There are seasons in the lives of most of us when the soul is full of zeal and insight, when it would like to work joyfully, to cheer and console and help others, to utter its song of praise, to make a happy stir in the world, when the body is morose and feeble and ill at ease, checks our work and utterance, makes us timid when we should be bold, and mournful when we wish to be amiable and genial; but these are the very hours when the soul grows most speedily and surely, if we do not allow the body to check and restrain us; we must perhaps husband its resources, but we can stifle our complaints, we can be brave and cheerful and kind.

And even if the disasters of the body have been in a sense our own fault; if we have lived prodigally and carelessly, either yielding to base desires or recklessly overworking and overstraining the mortal frame, for however high a motive, we can still triumph if we never yield for a moment to regret or remorse, but accept the conditions humbly and quietly, using such strength as we have to the uttermost. For here lies one of our strongest delusions, our belief in our own effectiveness. God's concern with each of us is direct and individual; the influences and personalities he brings us into contact with are all of his designing; and we may be sure of this, that God will make us just as effective as he intends, and that we are often more effective in silence and dejection than we are in activity and courage. We mourn faithlessly over lives cut short, activity suspended, promise unfulfilled; but we may be sure that in every case God is dealing faithfully with each soul, and using it as an instrument as far as it is fitted to be used; and thus for an active man disabled by illness to mourn over his wasted power is a grievous mistake, and no less a mistake to mourn over the unprofitableness of our lives, for they have been as profitable as God willed them to be.
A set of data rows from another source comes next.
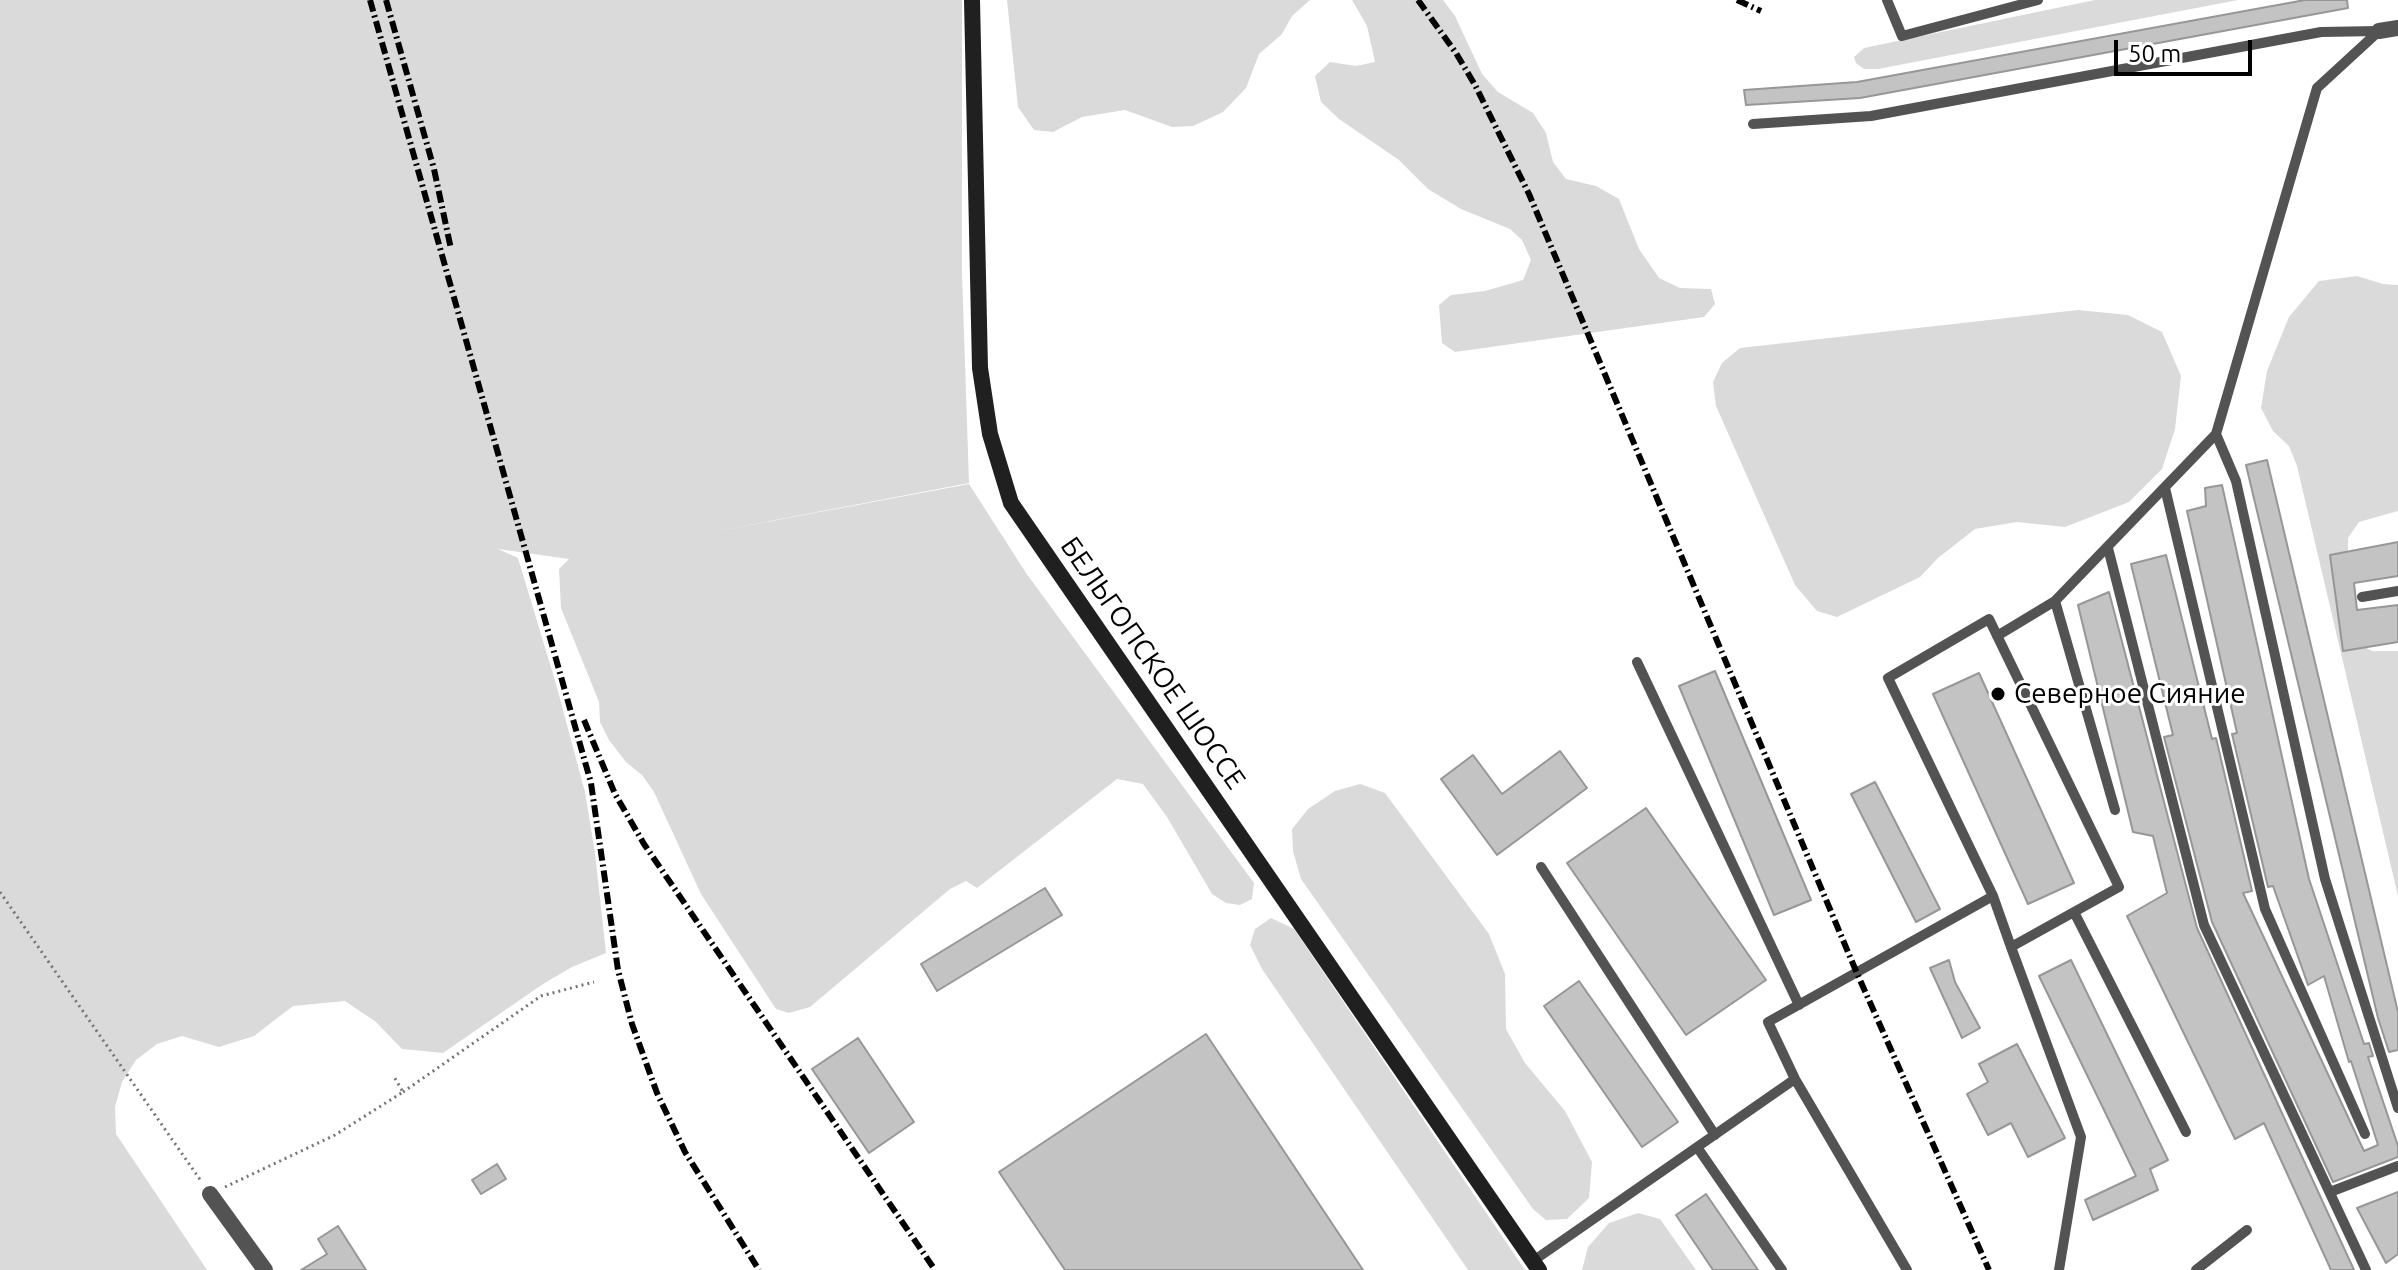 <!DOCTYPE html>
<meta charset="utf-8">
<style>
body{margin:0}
#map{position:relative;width:2398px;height:1270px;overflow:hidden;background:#fff;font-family:Ubuntu,sans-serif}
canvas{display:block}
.scale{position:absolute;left:2114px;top:40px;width:138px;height:36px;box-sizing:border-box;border:4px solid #000;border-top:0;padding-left:10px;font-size:24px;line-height:28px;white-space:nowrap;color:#000;-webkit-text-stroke:6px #fff;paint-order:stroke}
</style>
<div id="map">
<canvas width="2398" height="1270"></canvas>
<div class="scale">50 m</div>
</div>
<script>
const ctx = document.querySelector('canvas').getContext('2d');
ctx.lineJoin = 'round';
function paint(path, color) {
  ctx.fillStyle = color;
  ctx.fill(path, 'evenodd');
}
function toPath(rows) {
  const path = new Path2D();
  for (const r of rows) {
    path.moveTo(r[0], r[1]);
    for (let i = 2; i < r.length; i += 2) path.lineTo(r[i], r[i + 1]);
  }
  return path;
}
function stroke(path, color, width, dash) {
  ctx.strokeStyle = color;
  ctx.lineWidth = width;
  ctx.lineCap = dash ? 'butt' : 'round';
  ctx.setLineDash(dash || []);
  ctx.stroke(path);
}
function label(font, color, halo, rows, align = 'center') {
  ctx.font = font + ' Ubuntu,sans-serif';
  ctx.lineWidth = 6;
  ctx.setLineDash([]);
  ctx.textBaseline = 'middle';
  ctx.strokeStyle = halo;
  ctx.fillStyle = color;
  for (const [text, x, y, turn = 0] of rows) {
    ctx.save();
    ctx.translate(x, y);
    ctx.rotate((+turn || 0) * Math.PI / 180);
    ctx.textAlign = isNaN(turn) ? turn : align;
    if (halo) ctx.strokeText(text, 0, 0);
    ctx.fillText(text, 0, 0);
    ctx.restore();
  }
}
paint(toPath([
 [0,0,962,0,962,273,969,483,697,535,969,484,1026,573,1254,883,1252,899,1240,905,1226,903,1212,894,1167,817,1143,784,1117,779,977,888,966,881,950,889,810,1007,789,1013,776,1009,701,894,654,792,642,775,626,762,609,740,600,722,599,702,561,608,559,569,569,559,498,549,518,558,556,684,585,792,595,853,606,953,572,967,543,984,443,1053,402,1049,376,1022,345,1001,293,1006,254,1036,219,1047,182,1036,157,1044,136,1060,122,1082,115,1107,116,1134,207,1270,0,1270],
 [1007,0,1310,0,1292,16,1282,34,1259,54,1246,88,1223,112,1193,126,1172,127,1125,110,1082,117,1053,132,1034,130,1018,107],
 [1352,0,1443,0,1455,16,1482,74,1498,92,1533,113,1546,133,1553,162,1566,179,1596,186,1619,199,1639,249,1659,278,1680,288,1711,289,1715,304,1704,317,1455,352,1442,343,1439,305,1451,295,1485,291,1523,280,1531,260,1522,240,1510,229,1461,209,1428,189,1399,160,1339,119,1321,102,1315,76,1330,62,1356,66,1375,62,1367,26],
 [2095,0,2238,0,1878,69,1864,69,1856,63,1854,57,1864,48],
 [2357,276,2383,284,2398,285,2398,511,2359,522,2348,538,2348,566,2356,642,2372,651,2398,651,2398,896,2297,466,2289,446,2273,431,2261,408,2267,371,2289,317,2319,281],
 [2078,310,2128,315,2162,332,2181,376,2175,429,2162,469,2129,502,2065,527,2017,522,1975,529,1938,558,1920,577,1837,617,1817,611,1795,585,1716,406,1713,382,1722,363,1740,348],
 [1360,784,1385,793,1489,934,1505,974,1506,1029,1525,1063,1565,1111,1592,1162,1589,1198,1567,1219,1546,1220,1533,1209,1301,879,1293,851,1292,829,1308,809,1335,791],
 [1271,918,1294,929,1525,1270,1468,1270,1262,969,1250,945,1255,929],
 [1638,1213,1660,1219,1696,1270,1582,1270,1588,1247,1609,1223]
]), '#dadada');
const building = toPath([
 [2305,0,2347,0,2348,8,1860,98,1746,105,1744,90,1857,82,2305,0],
 [2267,460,2398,1012,2398,1050,2389,1052,2378,1018,2246,465,2267,460],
 [2222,485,2309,879,2364,1044,2369,1043,2373,1056,2368,1057,2398,1146,2398,1157,2333,1182,2212,922,2164,737,2173,735,2131,564,2166,555,2212,739,2216,738,2252,891,2243,893,2364,1151,2378,1145,2351,1061,2349,1062,2324,976,2308,985,2273,886,2268,887,2232,734,2237,733,2187,511,2206,506,2205,488,2222,485],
 [2398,542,2398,576,2354,583,2357,610,2398,605,2398,642,2343,651,2330,555,2398,542],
 [2109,592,2197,928,2354,1270,2331,1270,2264,1123,2235,1139,2127,916,2167,893,2153,836,2133,832,2078,605,2109,592],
 [1715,671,1811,900,1774,915,1679,686,1715,671],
 [1979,673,2074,883,2028,904,1933,694,1979,673],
 [1560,751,1587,788,1497,855,1441,779,1473,755,1502,794,1560,751],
 [1875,782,1940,909,1916,922,1851,794,1875,782],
 [1646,808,1766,980,1686,1035,1567,863,1646,808],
 [1045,888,1062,915,937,991,921,964,1045,888],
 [1949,960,1955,982,1980,1028,1962,1038,1930,968,1949,960],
 [2071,960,2168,1160,2150,1169,2158,1190,2093,1220,2085,1200,2136,1176,2039,976,2071,960],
 [1579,981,1678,1122,1642,1147,1544,1006,1579,981],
 [1206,1034,1363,1270,1065,1270,999,1172,1206,1034],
 [858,1038,914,1122,869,1153,812,1069,858,1038],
 [2017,1044,2065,1138,2028,1157,2011,1123,1988,1135,1967,1094,1988,1082,1979,1064,2017,1044],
 [497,1164,506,1179,481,1194,472,1180,497,1164],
 [2398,1192,2398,1254,2386,1263,2357,1208,2398,1192],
 [1706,1194,1758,1270,1713,1270,1676,1215,1706,1194],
 [338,1226,366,1270,301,1270,327,1254,318,1239,338,1226]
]);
paint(building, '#c3c3c3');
stroke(building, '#979797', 2);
stroke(toPath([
 [0,892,201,1181],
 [403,1092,541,996,594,982],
 [225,1187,335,1135,403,1092,393,1075]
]), '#757575', 3, [2, 4]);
stroke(toPath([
 [1887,0,1902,36,2038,0],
 [1753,124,1871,116,2321,32,2379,31],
 [2216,434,2236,481,2325,879,2398,1108],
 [2165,488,2265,909,2365,1134],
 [2108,548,2204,925,2366,1270],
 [2362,597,2398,591],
 [1997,636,2055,601],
 [1637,662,1799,1005],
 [2115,810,2055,601,2216,434,2317,88,2379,31],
 [1541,867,1715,1135],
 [2074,912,2186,1132],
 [2011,947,2119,887,1989,619,1888,678,1993,896,2011,947,2081,1137,2059,1270],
 [1697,1147,1782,1270],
 [2330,1192,2398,1166],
 [1533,1261,1795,1079],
 [1907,1270,1795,1079,1768,1022,1993,896],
 [2196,1270,2247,1230]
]), '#535353', 10);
stroke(toPath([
 [2379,31,2398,28],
 [210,1194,265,1270]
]), '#535353', 16);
stroke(toPath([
 [972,0,980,368,990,434,1011,503,1539,1270]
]), '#202020', 16);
stroke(toPath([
 [370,0,591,783,618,970,632,1024,657,1093,685,1152,759,1270],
 [386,0,434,169,451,249],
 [1418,0,1456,53,1475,85,1529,194,1856,971,1989,1270],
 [1737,0,1761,11],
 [584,720,615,794,644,844,935,1270]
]), '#000', 6, [12, 4, 2, 4]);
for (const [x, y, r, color] of [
 [1998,694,8,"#000"]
]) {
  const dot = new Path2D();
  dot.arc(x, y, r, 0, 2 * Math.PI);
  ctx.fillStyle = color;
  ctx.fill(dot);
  stroke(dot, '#fff', 3);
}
label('28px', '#000', '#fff', [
 ["БЕЛЬГОПСКОЕ ШОССЕ",1153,663,55]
]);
label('28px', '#000', '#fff', [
 ["Северное Сияние",2014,694]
], 'left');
</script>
We can only be profitable to those for contact with whom God has prepared both them and us; and thus our duty in the matter is not to indulge in any anticipations of what our body may be able to do or unable to do, but simply to undertake what seems our plain duty; and then we shall find that the body can often do more than we could have imagined, and especially if it be directed by a tranquil mind; and if it fails us, that very failure is but the pressure of God's hand upon our shoulder, saying, "Continue in weakness and be not dismayed." If it is an error to increase our own limitations, it is equally an error not to give heed to them and to profit by them; and, after all, the body is more apt to rebel in carrying out the duties we dislike than in enjoying the pleasures on which we have set our mind. The real reason of our faithlessness is that we are so apt to look upon the one life in which we find ourselves as our only chance of expression and effectuation. If it were so, it would matter little what we did or said, if the soul is to be extinguished as a blown-out flame when the body is mingled with the dust.

I stood once upon the deck of a ship watching a shoal of porpoises following us and racing round us: every now and then the brown, sleek, shining bodies of the great creatures rose from the blue waves and entered them again with a soft plunge. Our life is like that: we rise for an instant into the light of life, we fall again beneath the waves; but all the while the soul pursues her real track unseen and unsuspected, as the gliding sea-beast cuts the green ocean twilight, or wanders among rocks and hidden slopes fringed with the branching ribbons, the delicate tangles of brine-fed groves.